**Prompt:** Which lines come from the start of the listing through the line holding "position:absolute; display:grid; place-items:center;"? Restate exactly those, both included, minus the pictures.

**Source data:**

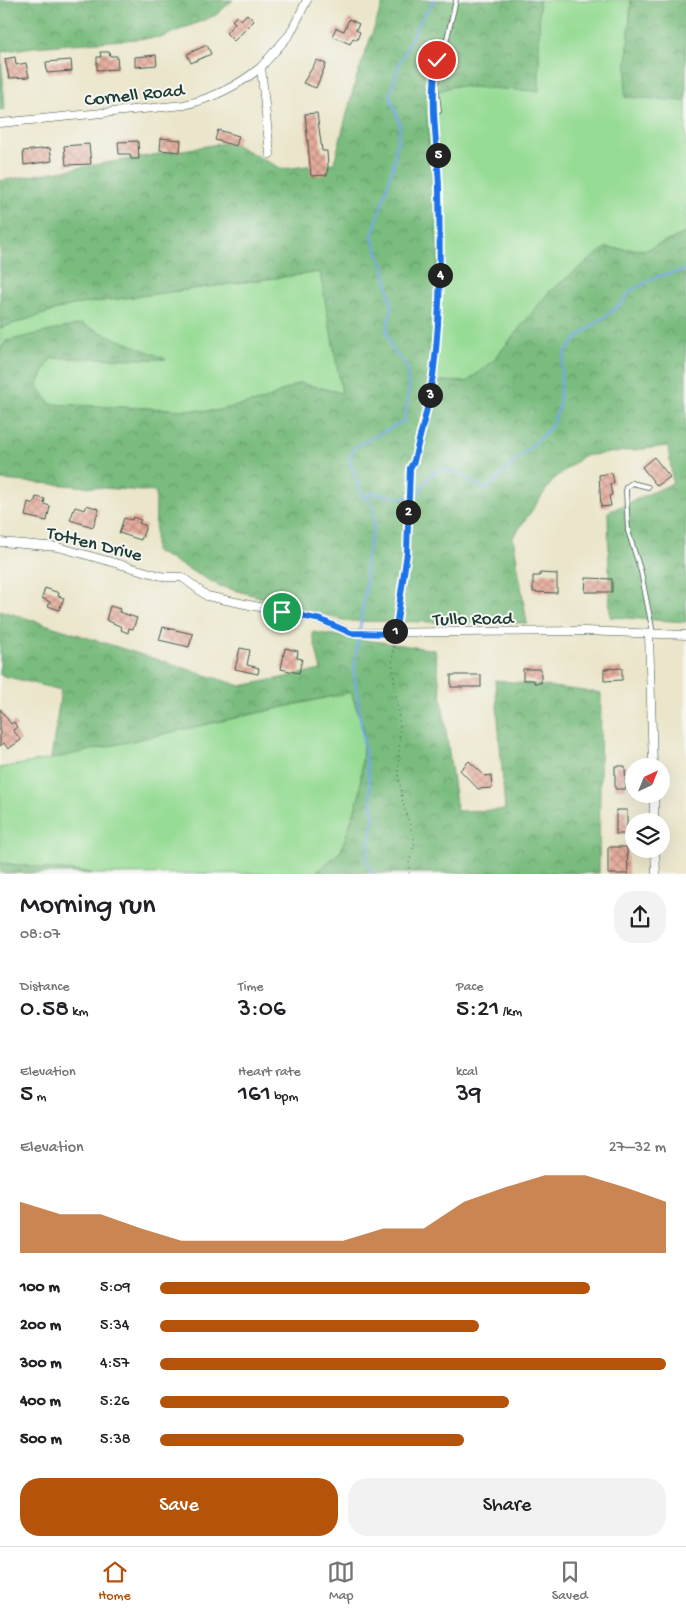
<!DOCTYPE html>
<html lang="en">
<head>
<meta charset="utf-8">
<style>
	body { margin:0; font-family:"Gochi Hand",sans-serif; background:#f2f2f2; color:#202124; height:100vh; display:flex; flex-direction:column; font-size:19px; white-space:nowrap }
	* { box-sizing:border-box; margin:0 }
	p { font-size:16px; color:#757577 }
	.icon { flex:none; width:28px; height:28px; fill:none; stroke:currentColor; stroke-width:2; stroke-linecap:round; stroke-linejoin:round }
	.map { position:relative; height:874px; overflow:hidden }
	.sheet { display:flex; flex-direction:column; background:#fff; flex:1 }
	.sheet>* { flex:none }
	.needle { width:32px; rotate:43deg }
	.controls { position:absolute; left:625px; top:758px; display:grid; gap:10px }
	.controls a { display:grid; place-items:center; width:45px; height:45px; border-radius:50%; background:#fff; box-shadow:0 5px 20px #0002; font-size:25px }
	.pin { position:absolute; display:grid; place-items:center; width:42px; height:42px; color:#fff; margin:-21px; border:2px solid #fff; border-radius:50%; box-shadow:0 1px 5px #0007 }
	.km { position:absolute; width:25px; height:25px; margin:-12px; border-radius:50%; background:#222; color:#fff; font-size:14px; line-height:25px; text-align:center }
	.round { display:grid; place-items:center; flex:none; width:52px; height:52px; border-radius:20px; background:#f2f2f2 }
	.summary { display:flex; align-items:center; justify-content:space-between; height:85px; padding:0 20px }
	h1 { font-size:28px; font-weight:600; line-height:38px }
	.figures { display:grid; grid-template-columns:repeat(3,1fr); gap:8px; height:85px; padding:5px 20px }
	.figures div { display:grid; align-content:center }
	.figures b { font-size:25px; font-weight:600 }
	.figures small { font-size:14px; font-weight:400 }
	.figures p { font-size:14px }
	.chart { height:140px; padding:10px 20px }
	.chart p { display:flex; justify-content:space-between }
	.chart svg { width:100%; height:90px; margin-top:5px; fill:#b45309; opacity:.7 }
	.cta { display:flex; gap:10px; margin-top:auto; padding:10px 20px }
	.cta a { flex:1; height:58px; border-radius:20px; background:#b45309; color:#fff; font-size:20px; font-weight:600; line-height:58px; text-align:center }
	.cta a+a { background:#f2f2f2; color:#202124 }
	ul { padding:0 20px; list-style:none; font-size:16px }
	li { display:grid; grid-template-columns:80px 60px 1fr; align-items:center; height:38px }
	li i { height:12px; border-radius:6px; background:#b45309 }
	.menu { display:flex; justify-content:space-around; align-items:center; height:70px; border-top:1px solid #e0e0e0; background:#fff; font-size:14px; color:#757577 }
	.menu a { display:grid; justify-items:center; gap:2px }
	.menu .selected { color:#b45309 }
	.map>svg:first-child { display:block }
</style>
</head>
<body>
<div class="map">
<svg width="686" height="874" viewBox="0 0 686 874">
	<defs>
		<pattern id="forest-crowns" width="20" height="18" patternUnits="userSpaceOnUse" patternTransform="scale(1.25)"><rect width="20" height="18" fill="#79bc7e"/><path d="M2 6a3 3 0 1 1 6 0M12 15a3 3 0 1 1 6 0" fill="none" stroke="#639a68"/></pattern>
		<pattern id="building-cross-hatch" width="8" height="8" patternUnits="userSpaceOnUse" patternTransform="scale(1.25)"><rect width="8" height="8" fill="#e6ac9c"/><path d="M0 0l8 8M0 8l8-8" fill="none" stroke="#ba8d80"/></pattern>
	</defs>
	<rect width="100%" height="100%" fill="#f6f6f2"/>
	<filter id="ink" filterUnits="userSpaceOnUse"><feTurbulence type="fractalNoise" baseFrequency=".02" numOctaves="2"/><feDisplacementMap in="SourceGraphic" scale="10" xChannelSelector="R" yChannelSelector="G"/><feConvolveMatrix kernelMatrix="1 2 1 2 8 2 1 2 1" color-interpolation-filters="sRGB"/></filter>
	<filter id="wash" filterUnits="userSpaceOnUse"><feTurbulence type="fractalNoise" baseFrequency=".0096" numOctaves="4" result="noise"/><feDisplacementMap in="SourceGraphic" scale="20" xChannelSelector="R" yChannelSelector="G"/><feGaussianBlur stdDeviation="1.12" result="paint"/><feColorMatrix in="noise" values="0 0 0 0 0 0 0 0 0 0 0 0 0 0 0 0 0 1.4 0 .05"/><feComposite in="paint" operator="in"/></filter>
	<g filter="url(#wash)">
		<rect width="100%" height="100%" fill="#ebe6cb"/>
		<!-- green -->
		<g fill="#97dc95" stroke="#5b8c64">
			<polygon points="539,0 631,0 625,97 686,101 686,233 646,250 605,248 549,292 493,361 467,382 436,381 438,253 425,96 453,86 539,91"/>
			<polygon points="320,272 342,393 299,383 265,400 214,411 50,404 37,385 51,358 164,359 6,341 0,351 0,328 72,305"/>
			<polygon points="351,692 364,730 360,794 341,851 315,873 92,874 0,863 0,768 51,759"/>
		</g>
		<!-- forest -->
		<g fill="url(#forest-crowns)" stroke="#4c7c59">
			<polygon points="0,0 233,0 216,15 163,37 33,47 1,52 5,109 0,110"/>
			<polygon points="384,0 539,0 539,91 453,86 425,96 438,253 436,381 467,382 493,361 549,292 605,248 646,250 686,233 686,622 610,617 608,512 673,483 668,446 583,456 554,479 513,537 527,623 347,621 220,586 155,551 156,492 0,480 0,351 6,341 81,324 166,359 51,358 37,385 50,404 214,411 265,400 299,383 342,393 320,272 72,305 0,328 0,181 230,142 282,169 334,163 356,79"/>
			<polygon points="631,0 686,0 686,101 625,97"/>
			<polygon points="0,610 241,686 321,670 312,632 435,650 457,811 505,810 495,680 601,693 599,873 315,873 341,851 360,794 364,730 351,692 51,759 61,690 0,675"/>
			<polygon points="0,863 92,873 0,873"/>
		</g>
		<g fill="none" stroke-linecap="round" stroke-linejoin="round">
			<!-- stream -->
			<g stroke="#73a9e1" stroke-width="2.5">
				<path d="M 364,497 L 373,493 L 402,498 L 419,494 C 436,453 456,473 484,489 L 489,487 L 551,427 L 559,408 L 562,364 L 566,352 L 579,336 L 620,305 L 632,290 L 658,276 L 686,270"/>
				<polyline points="373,874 366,860 374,818 354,671 366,585 366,560 374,524 373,504 363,497 349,460 355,447 404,421 409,393 407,366 392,349 387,331 392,307 384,267 372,237 393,167 400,125 390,96 398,67 415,30 434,0"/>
			</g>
		</g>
		<g id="blocks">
			<!-- building -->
			<g fill="url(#building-cross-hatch)">
				<polygon points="247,14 254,21 234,41 226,33 235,23 232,20 237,16 241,20"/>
				<polygon points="349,19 359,24 356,30 360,32 357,40 353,38 350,44 332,36 336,28 344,31"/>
				<polygon points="207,45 211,54 191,63 187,54"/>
				<polygon points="100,52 109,52 110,56 117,56 118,69 97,70 97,57 101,57"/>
				<polygon points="156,55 157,65 135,67 135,57"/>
				<polygon points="15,57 16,65 26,63 29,77 9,78 5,59"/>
				<polygon points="71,60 72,71 47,73 46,62"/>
				<polygon points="317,60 326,64 316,88 303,83"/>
				<polygon points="317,113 322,151 327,151 328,167 327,175 311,176 305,114"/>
				<polygon points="218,130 239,136 236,146 215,140"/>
				<polygon points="161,138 181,140 180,152 160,150"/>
				<polygon points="138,141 139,159 131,159 130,154 119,154 118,142"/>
				<polygon points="89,144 91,164 66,165 64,146"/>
				<polygon points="50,148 52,161 24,165 23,151"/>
				<polygon points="654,457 670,477 657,486 642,467"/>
				<polygon points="612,473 614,483 610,484 612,495 609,496 611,506 601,507 599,475"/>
				<polygon points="36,497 45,499 44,504 50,506 47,521 25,516 28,502 34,504"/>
				<polygon points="87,505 99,509 93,527 70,520 75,507 85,510"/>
				<polygon points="133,517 141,520 139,523 146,526 141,540 119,533 124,518 132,520"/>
				<polygon points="540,573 557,574 557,593 533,592 533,576 540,576"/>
				<polygon points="586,578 612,579 612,592 585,592"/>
				<polygon points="45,588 59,593 58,596 64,598 59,610 48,606 50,602 42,598"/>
				<polygon points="110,606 120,609 119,612 137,618 133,629 129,628 128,633 121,630 122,627 106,620"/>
				<polygon points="163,627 193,634 189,647 159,640"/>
				<polygon points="240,648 250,650 247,665 259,668 258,674 235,669"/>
				<polygon points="285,648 298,651 297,658 302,659 299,673 281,669"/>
				<polygon points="622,668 622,680 604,681 604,669"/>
				<polygon points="523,669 541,669 541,683 534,683 534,680 523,680"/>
				<rect x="451" y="675" width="30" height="12"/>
				<polygon points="0,709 11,724 14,722 17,727 13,730 21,740 8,749 4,743 0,746"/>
				<polygon points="469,761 485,776 491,775 492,788 478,789 460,770"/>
				<polygon points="615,766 625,766 626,789 615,789"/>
				<rect x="616" y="810" width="11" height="24"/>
				<polygon points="608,847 627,847 628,874 608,874"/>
			</g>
		</g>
	</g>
	<g filter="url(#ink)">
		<use href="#blocks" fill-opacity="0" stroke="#3e564b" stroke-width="1"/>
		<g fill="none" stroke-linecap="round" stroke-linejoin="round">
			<!-- service casing -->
			<g stroke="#3e564b" stroke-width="5.5">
				<g id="service">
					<polyline points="439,111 436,85 456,0"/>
					<polyline points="648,487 632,483 626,487 626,491 628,531 641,572 653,633"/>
				</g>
			</g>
			<!-- minor casing -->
			<g stroke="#3e564b" stroke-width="9">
				<g id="minor">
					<path d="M 0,123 L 184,105 C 214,98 238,86 261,67"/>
					<polyline points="270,154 261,67 290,34 307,0"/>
					<polyline points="0,542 58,547 165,577 182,577 207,596 321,620 351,633 585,631 686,635"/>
					<polyline points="649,635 653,766"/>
					<polyline points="654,794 654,821"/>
					<polyline points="655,849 656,874"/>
				</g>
			</g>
			<!-- path -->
			<g stroke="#3e564b" stroke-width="1" stroke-dasharray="1 4" stroke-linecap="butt">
				<path d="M 396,625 L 407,553 L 410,468 L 414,461 C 419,439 426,416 430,394 C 446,306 443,205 435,116"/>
				<polyline points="394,641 392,662 400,728 398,773 403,803 415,842 409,863 409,874"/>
			</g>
			<!-- service -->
			<use href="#service" stroke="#fff" stroke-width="4"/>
			<!-- minor -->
			<use href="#minor" stroke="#fff" stroke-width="8"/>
		</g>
	</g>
	<g fill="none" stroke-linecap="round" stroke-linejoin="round" filter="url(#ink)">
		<!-- route casing -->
		<g stroke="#fff" stroke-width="10">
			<path id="route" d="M 282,612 L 321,620 L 351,633 L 395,634 L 407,553 L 410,468 L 414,461 C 419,439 426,416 430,394 C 442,327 440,257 439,189 C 438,146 429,102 437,60"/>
		</g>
		<!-- route -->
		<use href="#route" stroke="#1a73e8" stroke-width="6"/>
	</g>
	<g text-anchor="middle" stroke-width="4" stroke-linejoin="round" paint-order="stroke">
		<!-- street labels -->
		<g font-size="19" fill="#1f3d34" stroke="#f6f6f2">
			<text transform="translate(134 93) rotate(-6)" y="7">Cornell Road</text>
			<text transform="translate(95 542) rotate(14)" y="7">Totten Drive</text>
			<text transform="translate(473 617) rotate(-1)" y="7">Tullo Road</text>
		</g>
	</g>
</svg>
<div class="controls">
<a><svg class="needle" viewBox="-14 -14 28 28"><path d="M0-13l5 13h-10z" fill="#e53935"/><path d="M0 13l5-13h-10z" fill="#757577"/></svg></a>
<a><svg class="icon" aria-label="layers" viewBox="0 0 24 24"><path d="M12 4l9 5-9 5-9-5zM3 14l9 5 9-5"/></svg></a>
</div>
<div class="pin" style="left:282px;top:612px;background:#1e9e55"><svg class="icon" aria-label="arrive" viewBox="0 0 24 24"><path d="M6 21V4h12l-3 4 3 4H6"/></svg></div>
<div class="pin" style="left:437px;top:60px;background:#d93025"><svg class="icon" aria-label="check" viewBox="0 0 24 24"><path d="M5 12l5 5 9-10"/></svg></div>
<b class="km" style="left:395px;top:631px">1</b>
<b class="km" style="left:408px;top:512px">2</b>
<b class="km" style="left:430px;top:395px">3</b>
<b class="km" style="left:440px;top:275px">4</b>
<b class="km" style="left:438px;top:155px">5</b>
</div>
<section class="sheet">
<div class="summary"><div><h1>Morning run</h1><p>08:07</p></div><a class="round"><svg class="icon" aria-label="share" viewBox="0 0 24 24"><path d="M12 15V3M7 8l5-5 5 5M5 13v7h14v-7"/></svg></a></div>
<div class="figures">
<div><p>Distance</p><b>0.58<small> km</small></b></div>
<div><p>Time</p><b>3:06</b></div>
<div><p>Pace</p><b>5:21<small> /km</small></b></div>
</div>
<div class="figures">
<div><p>Elevation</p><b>5<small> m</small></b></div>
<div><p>Heart rate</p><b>161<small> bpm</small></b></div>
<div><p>kcal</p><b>39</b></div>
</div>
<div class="chart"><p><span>Elevation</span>27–32 m</p>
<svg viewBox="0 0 160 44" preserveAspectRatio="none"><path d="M0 44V19L10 25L20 25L30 32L40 38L50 38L60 38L70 38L80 38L90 32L100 32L110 19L120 12L130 6L140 6L150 12L160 19V44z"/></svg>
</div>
<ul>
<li><b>100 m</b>5:09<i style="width:85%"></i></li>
<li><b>200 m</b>5:34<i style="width:63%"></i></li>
<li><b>300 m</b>4:57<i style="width:100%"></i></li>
<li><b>400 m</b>5:26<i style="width:69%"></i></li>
<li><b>500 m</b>5:38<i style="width:60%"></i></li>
</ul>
<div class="cta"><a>Save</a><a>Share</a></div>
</section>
<nav class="menu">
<a class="selected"><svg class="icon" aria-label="home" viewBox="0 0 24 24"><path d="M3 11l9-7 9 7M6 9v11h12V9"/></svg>Home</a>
<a><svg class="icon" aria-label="map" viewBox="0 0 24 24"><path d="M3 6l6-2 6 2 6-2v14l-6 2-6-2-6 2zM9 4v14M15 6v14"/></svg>Map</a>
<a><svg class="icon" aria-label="saved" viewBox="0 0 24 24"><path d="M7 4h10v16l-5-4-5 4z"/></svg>Saved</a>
</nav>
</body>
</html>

**Written response:**
<!DOCTYPE html>
<html lang="en">
<head>
<meta charset="utf-8">
<style>
	body { margin:0; font-family:"Gochi Hand",sans-serif; background:#f2f2f2; color:#202124; height:100vh; display:flex; flex-direction:column; font-size:19px; white-space:nowrap }
	* { box-sizing:border-box; margin:0 }
	p { font-size:16px; color:#757577 }
	.icon { flex:none; width:28px; height:28px; fill:none; stroke:currentColor; stroke-width:2; stroke-linecap:round; stroke-linejoin:round }
	.map { position:relative; height:874px; overflow:hidden }
	.sheet { display:flex; flex-direction:column; background:#fff; flex:1 }
	.sheet>* { flex:none }
	.needle { width:32px; rotate:43deg }
	.controls { position:absolute; left:625px; top:758px; display:grid; gap:10px }
	.controls a { display:grid; place-items:center; width:45px; height:45px; border-radius:50%; background:#fff; box-shadow:0 5px 20px #0002; font-size:25px }
	.pin { position:absolute; display:grid; place-items:center; width:42px; height:42px; color:#fff; margin:-21px; border:2px solid #fff; border-radius:50%; box-shadow:0 1px 5px #0007 }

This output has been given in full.